Ninet Sinaii is an American epidemiologist of Armenian descent. She is a staff epidemiologist at the Biostatistics and Clinical Epidemiology Service (BCES) at the National Institutes of Health Clinical Center.

== Early life and education ==
Sinaii is Armenian and American. Her family moved from Iran to Germany and later the United States. She was introduced to epidemiology and public health during her junior year abroad in England. Sinaii received her bachelor of arts in psychobiology from Occidental College. She earned a Master of Public Health in Epidemiology and Biostatistics from Milken Institute School of Public Health, and her Ph.D. in epidemiology from the Columbian College of Arts and Sciences.

== Career ==
Sinaii has been at National Institutes of Health since 2000, first as a pre-doctoral fellow at the Eunice Kennedy Shriver National Institute of Child Health and Human Development, and since 2006, as a staff epidemiologist with the Biostatistics and Clinical Epidemiology Service (BCES) at the National Institutes of Health Clinical Center.
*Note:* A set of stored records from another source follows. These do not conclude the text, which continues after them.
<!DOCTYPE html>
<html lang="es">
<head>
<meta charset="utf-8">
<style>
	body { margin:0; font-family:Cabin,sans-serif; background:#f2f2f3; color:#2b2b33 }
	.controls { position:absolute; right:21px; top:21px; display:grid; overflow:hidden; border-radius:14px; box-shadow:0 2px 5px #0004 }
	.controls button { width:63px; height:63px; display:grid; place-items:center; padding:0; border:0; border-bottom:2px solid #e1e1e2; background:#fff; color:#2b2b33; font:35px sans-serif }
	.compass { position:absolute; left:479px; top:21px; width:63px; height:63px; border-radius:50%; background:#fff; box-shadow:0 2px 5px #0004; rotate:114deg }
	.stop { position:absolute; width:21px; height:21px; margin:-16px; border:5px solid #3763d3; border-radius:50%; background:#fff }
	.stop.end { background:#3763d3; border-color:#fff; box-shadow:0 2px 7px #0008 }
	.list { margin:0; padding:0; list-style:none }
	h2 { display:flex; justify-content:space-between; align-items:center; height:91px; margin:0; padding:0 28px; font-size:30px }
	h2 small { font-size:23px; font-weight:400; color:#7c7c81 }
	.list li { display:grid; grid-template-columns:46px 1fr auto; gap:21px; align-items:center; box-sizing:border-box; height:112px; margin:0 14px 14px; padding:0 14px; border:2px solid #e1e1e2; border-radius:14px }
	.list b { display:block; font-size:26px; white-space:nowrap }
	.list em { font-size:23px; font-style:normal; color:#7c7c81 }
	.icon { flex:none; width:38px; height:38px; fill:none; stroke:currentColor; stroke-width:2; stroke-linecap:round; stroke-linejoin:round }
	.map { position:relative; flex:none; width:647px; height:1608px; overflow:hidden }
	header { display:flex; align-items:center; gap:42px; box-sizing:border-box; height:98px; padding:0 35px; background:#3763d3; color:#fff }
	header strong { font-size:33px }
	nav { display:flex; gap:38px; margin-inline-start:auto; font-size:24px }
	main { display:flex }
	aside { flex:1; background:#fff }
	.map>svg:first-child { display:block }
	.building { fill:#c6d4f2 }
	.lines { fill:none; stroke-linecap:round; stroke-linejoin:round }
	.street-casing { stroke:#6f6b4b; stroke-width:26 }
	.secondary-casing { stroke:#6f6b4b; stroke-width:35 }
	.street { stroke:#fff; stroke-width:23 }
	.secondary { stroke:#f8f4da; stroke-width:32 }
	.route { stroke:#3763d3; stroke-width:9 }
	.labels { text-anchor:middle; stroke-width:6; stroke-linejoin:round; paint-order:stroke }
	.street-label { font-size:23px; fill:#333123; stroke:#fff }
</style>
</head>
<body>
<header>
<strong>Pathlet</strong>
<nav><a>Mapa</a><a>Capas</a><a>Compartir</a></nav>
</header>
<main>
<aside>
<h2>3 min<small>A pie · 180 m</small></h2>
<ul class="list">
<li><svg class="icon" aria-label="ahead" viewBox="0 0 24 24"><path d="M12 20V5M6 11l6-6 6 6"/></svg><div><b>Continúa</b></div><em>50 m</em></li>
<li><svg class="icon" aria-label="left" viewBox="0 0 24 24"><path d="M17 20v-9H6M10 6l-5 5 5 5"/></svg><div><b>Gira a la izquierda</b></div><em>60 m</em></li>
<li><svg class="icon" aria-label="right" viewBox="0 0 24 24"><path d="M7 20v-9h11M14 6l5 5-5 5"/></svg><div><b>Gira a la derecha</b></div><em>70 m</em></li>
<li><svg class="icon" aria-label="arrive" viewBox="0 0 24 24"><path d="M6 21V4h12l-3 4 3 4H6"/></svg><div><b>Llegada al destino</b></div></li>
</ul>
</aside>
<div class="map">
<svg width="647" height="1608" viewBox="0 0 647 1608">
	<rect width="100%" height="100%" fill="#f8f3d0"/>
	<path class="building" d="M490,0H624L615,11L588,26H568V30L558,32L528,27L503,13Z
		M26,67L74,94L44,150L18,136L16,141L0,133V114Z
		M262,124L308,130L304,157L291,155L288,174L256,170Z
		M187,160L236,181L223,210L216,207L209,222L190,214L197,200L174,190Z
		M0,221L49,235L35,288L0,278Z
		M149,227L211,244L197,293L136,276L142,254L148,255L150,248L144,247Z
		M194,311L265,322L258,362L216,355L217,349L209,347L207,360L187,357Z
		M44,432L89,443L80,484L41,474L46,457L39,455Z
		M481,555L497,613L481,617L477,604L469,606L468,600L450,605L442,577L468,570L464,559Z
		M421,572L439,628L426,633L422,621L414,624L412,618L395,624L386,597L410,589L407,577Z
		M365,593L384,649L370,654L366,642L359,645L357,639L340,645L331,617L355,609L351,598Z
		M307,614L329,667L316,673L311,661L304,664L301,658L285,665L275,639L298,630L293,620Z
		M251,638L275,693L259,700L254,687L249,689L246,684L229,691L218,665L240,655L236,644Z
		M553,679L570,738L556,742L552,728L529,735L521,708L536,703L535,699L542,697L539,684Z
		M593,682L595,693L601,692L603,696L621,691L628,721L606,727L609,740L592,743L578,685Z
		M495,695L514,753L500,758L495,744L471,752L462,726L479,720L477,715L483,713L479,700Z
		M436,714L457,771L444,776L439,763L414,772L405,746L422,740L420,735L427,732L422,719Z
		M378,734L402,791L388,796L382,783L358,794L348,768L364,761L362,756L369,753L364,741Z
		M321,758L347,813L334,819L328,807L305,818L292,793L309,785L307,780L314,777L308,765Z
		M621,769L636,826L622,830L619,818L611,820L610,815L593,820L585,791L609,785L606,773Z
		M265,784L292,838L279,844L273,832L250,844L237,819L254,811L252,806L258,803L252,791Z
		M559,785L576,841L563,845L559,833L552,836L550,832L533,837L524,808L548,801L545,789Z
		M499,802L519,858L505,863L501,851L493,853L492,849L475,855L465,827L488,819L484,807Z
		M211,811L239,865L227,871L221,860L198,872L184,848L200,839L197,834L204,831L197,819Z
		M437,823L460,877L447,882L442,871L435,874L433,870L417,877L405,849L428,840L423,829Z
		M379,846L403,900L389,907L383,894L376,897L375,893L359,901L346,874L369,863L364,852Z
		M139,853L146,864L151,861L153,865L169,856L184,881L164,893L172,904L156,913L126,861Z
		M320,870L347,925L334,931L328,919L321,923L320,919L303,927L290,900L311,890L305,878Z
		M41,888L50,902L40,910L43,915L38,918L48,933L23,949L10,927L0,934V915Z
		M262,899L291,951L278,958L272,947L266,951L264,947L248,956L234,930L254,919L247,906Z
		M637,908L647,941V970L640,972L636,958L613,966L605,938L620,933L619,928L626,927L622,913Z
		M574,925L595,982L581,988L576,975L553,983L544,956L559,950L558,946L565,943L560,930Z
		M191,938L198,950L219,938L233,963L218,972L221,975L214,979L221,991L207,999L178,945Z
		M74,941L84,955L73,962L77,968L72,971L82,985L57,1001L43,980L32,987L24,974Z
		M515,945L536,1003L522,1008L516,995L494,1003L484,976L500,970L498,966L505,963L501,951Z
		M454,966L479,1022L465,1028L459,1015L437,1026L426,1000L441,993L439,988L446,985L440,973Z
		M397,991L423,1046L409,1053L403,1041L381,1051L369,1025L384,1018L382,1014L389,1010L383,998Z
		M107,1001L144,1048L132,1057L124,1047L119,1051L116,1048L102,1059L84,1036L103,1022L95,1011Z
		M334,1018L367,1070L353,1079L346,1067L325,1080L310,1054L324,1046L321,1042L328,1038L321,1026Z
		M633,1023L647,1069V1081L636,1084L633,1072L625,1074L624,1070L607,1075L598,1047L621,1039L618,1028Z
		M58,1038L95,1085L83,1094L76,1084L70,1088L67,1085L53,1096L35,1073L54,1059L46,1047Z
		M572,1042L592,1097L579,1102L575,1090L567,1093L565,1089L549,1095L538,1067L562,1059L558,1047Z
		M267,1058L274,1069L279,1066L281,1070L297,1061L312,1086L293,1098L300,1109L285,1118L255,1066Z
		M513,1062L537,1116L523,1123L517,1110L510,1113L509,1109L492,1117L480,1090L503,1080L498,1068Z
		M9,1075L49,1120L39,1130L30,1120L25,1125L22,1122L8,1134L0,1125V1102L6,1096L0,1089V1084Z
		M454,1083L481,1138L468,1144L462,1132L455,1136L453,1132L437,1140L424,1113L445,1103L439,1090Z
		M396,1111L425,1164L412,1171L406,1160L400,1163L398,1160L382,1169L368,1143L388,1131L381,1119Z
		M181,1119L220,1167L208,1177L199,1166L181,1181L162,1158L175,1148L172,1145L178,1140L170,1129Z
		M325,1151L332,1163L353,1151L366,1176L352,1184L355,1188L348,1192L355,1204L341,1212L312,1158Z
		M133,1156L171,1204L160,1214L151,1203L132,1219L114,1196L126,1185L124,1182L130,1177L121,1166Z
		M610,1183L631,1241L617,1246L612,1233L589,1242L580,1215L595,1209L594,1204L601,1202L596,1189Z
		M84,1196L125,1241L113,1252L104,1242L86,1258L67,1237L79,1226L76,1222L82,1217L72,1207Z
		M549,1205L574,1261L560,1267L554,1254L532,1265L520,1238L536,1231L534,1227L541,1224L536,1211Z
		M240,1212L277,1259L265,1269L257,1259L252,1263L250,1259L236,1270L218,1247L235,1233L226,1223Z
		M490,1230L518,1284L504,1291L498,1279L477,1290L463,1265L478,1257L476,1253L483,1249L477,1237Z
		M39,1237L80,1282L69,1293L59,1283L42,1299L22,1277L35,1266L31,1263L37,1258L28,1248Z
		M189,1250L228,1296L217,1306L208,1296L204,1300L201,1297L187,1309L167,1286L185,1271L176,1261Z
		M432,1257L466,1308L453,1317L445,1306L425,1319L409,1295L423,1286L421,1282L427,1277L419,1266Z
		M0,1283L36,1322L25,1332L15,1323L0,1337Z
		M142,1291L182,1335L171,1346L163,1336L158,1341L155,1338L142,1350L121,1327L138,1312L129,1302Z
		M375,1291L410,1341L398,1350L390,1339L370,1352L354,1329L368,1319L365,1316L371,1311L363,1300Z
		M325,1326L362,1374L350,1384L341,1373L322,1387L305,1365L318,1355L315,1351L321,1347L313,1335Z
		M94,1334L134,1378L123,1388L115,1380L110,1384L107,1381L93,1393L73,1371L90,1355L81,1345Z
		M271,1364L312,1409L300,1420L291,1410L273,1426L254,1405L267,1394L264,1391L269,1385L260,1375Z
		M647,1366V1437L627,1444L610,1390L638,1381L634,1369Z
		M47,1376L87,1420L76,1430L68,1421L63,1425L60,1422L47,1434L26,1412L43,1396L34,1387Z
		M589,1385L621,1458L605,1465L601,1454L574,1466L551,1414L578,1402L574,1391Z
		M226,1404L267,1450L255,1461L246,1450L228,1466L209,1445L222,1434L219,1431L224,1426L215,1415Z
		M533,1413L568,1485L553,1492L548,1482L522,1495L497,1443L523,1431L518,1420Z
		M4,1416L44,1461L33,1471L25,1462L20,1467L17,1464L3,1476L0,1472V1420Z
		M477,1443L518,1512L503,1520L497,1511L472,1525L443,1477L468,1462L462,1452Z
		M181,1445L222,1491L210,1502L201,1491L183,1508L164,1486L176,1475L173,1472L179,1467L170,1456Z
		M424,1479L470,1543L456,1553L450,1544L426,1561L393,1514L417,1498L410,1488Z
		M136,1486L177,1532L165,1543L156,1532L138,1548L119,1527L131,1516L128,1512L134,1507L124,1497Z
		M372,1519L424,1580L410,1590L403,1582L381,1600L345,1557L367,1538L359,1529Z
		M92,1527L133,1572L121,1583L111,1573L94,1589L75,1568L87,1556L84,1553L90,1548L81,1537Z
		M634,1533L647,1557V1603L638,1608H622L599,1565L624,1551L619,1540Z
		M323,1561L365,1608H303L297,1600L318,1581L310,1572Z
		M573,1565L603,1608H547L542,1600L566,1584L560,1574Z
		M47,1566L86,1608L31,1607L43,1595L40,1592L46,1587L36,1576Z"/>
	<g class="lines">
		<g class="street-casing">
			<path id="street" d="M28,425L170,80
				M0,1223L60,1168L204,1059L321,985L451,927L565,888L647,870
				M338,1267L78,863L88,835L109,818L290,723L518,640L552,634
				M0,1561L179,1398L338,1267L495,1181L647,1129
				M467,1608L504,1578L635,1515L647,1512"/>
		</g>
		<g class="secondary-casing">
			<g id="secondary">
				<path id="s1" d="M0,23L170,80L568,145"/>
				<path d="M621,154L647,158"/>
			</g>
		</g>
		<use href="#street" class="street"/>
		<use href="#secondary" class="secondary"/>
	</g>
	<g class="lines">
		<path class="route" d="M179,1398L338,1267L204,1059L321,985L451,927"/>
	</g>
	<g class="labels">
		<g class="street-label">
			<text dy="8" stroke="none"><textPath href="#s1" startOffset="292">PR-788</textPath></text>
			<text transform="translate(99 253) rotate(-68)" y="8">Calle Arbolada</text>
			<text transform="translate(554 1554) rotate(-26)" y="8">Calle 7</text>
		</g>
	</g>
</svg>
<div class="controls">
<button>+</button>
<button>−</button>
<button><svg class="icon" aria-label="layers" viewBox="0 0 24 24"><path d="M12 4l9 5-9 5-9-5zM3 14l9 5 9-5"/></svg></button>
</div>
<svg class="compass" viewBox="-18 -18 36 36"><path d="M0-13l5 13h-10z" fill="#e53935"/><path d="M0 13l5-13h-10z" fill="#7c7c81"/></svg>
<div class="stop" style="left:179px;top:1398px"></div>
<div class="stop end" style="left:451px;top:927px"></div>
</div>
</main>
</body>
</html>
In BCES, Sinaii has collaborated in a wide range of research activities and study designs involving the fields of hospital epidemiology and infectious diseases, bioethics, adult and pediatric endocrinology, women’s health, and other acute and chronic conditions. She has co-authored dozens of peer-reviewed articles searchable on PubMed and is a member of the Society for Epidemiologic Research. In addition, she takes part in the ancillary epidemiological/statistical teaching of medical and other graduate students, residents, and fellows; is involved in community public health projects; and is an appointed representative of the Clinical Center on the Prevention Research Coordinating Committee.

== Personal life ==
Sinaii is married and has children. She was a military wife for 15 years. Sinaii is Christian and a polyglot.